▶ Given records:
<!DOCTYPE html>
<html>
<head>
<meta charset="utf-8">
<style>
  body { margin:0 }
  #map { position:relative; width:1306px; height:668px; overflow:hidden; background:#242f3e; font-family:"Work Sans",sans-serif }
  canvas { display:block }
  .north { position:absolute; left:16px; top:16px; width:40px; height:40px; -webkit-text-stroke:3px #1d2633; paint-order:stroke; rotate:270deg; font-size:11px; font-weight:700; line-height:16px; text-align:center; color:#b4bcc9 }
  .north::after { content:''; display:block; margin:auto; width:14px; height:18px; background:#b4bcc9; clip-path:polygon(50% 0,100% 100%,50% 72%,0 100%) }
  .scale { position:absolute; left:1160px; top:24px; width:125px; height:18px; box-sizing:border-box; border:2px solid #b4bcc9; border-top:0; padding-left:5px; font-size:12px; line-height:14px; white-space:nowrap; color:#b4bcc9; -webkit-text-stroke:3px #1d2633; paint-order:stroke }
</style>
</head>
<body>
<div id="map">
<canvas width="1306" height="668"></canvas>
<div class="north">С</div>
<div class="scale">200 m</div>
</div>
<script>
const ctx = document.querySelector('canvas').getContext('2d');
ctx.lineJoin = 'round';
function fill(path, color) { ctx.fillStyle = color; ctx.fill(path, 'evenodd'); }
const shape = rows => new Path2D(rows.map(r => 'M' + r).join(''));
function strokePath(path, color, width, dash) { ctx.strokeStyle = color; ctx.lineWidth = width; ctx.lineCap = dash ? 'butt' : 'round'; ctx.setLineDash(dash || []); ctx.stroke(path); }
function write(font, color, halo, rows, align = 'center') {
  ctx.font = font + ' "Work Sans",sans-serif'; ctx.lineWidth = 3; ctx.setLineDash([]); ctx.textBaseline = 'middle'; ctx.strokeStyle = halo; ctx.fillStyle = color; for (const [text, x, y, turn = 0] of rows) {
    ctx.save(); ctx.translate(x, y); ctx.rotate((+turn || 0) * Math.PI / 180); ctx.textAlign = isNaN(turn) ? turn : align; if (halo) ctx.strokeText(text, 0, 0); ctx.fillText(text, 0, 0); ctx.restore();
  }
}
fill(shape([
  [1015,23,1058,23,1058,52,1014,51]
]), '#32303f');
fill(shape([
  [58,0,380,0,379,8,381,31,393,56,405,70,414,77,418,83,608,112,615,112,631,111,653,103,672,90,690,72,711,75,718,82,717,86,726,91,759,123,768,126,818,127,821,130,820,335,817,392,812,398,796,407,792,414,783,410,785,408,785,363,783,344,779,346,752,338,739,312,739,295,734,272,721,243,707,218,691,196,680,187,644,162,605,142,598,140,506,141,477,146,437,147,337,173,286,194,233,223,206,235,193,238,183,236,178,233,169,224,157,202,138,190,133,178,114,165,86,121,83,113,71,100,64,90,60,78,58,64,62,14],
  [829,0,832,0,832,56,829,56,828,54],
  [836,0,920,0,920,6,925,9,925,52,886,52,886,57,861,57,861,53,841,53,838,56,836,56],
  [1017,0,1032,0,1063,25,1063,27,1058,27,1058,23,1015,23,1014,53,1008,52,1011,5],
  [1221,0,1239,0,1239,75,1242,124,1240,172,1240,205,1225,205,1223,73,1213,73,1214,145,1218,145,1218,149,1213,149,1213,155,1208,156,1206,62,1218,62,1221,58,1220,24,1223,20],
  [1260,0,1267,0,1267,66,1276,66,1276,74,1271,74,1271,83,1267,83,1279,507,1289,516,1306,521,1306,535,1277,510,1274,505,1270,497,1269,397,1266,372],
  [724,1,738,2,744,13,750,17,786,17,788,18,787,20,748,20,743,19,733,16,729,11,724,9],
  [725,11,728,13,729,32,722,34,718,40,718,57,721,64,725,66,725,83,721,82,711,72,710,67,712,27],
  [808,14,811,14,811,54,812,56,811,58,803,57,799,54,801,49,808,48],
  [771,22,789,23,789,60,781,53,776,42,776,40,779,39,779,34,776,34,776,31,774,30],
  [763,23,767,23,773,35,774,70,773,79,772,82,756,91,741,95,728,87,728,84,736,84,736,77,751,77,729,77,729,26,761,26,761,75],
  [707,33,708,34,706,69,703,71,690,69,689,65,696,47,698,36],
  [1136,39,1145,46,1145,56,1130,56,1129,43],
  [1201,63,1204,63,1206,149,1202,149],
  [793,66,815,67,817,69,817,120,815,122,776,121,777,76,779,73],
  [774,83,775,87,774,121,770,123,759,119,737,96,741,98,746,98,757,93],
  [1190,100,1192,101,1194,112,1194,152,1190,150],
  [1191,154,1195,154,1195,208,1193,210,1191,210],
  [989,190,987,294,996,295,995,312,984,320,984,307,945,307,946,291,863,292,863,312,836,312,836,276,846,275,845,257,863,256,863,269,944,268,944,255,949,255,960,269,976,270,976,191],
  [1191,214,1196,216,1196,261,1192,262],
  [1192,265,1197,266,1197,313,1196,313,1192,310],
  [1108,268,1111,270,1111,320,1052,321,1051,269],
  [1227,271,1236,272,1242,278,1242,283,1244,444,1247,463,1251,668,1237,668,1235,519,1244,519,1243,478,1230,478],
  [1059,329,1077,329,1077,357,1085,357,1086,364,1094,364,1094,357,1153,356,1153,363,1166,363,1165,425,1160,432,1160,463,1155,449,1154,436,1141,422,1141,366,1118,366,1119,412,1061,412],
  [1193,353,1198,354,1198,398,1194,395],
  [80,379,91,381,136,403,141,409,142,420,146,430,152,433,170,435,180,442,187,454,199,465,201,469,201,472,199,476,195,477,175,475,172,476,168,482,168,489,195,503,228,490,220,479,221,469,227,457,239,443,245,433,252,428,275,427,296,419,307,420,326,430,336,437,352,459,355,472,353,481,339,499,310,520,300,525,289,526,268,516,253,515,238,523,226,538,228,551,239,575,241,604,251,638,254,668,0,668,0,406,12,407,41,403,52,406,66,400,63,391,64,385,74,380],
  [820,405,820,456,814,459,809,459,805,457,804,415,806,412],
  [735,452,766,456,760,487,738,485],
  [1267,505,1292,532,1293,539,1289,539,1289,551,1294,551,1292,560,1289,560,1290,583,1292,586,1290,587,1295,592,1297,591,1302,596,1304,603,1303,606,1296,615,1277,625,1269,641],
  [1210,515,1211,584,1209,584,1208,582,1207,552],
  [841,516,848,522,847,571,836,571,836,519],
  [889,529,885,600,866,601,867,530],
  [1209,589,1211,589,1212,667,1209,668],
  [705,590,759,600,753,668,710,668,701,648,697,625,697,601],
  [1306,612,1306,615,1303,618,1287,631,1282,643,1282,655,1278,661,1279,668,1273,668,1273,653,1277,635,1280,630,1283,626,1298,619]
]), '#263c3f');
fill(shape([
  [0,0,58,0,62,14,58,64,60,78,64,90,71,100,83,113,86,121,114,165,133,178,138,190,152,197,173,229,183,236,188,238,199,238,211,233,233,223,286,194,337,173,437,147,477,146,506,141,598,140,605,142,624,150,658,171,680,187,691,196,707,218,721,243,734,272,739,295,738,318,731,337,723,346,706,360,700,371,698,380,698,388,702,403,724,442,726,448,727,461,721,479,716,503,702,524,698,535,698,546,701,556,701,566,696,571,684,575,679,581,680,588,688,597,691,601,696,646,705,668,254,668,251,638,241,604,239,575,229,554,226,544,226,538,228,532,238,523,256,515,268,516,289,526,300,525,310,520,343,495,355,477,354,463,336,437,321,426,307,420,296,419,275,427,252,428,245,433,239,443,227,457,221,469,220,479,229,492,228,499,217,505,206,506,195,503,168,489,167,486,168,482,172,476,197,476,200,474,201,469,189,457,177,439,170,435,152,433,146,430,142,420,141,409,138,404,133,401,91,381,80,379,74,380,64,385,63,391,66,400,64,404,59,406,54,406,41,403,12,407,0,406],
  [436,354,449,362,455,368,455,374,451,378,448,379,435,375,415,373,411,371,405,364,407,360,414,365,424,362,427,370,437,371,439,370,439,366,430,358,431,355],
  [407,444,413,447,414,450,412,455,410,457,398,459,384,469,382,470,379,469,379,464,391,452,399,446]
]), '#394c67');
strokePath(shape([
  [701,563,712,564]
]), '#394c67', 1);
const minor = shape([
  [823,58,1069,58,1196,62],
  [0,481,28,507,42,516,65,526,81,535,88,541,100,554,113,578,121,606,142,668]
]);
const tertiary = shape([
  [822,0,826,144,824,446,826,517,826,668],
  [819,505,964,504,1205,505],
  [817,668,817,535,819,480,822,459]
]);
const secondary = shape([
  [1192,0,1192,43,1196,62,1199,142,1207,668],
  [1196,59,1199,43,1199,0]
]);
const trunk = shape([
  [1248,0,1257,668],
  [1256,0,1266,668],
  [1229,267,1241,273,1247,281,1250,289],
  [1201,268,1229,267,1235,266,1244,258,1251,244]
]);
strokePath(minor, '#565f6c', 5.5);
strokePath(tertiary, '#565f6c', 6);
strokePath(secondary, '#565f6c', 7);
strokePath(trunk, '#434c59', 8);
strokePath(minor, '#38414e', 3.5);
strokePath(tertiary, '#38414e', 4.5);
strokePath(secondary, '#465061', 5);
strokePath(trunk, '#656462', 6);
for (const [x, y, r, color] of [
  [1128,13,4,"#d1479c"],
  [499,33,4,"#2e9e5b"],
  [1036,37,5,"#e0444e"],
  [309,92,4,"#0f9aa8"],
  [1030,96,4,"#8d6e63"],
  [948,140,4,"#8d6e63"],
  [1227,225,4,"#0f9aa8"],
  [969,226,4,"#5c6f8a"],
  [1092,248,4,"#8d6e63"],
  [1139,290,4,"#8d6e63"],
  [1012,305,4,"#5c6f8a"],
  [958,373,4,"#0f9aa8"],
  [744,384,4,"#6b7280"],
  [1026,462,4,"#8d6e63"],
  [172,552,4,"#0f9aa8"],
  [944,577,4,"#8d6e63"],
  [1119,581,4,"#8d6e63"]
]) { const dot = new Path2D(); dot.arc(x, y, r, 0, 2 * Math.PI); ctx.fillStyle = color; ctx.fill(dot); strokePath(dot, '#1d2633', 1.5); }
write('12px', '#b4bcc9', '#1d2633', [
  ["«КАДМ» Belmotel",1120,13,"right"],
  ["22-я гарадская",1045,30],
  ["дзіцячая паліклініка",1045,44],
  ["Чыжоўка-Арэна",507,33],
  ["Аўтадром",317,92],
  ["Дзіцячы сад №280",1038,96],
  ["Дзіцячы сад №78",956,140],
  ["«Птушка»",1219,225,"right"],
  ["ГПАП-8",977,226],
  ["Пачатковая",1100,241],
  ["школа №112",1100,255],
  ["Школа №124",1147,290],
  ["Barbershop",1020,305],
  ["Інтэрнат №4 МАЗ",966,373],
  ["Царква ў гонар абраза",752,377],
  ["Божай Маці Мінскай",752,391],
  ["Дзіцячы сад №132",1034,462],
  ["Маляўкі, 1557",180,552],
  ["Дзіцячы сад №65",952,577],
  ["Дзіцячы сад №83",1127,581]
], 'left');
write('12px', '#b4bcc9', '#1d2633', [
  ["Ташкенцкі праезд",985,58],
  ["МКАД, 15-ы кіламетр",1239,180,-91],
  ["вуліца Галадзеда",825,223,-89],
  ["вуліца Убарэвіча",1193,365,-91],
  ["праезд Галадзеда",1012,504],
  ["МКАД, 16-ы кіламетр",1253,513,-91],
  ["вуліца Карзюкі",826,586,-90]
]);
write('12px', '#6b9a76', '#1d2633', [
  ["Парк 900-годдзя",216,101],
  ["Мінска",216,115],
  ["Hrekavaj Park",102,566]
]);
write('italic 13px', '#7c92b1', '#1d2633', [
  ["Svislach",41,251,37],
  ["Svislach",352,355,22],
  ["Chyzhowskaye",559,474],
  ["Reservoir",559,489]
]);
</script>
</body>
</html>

▶ To do: Look through the entries above; find each line with the word "canvas" and copy it.

▶ The answer:
  canvas { display:block }
<canvas width="1306" height="668"></canvas>
const ctx = document.querySelector('canvas').getContext('2d');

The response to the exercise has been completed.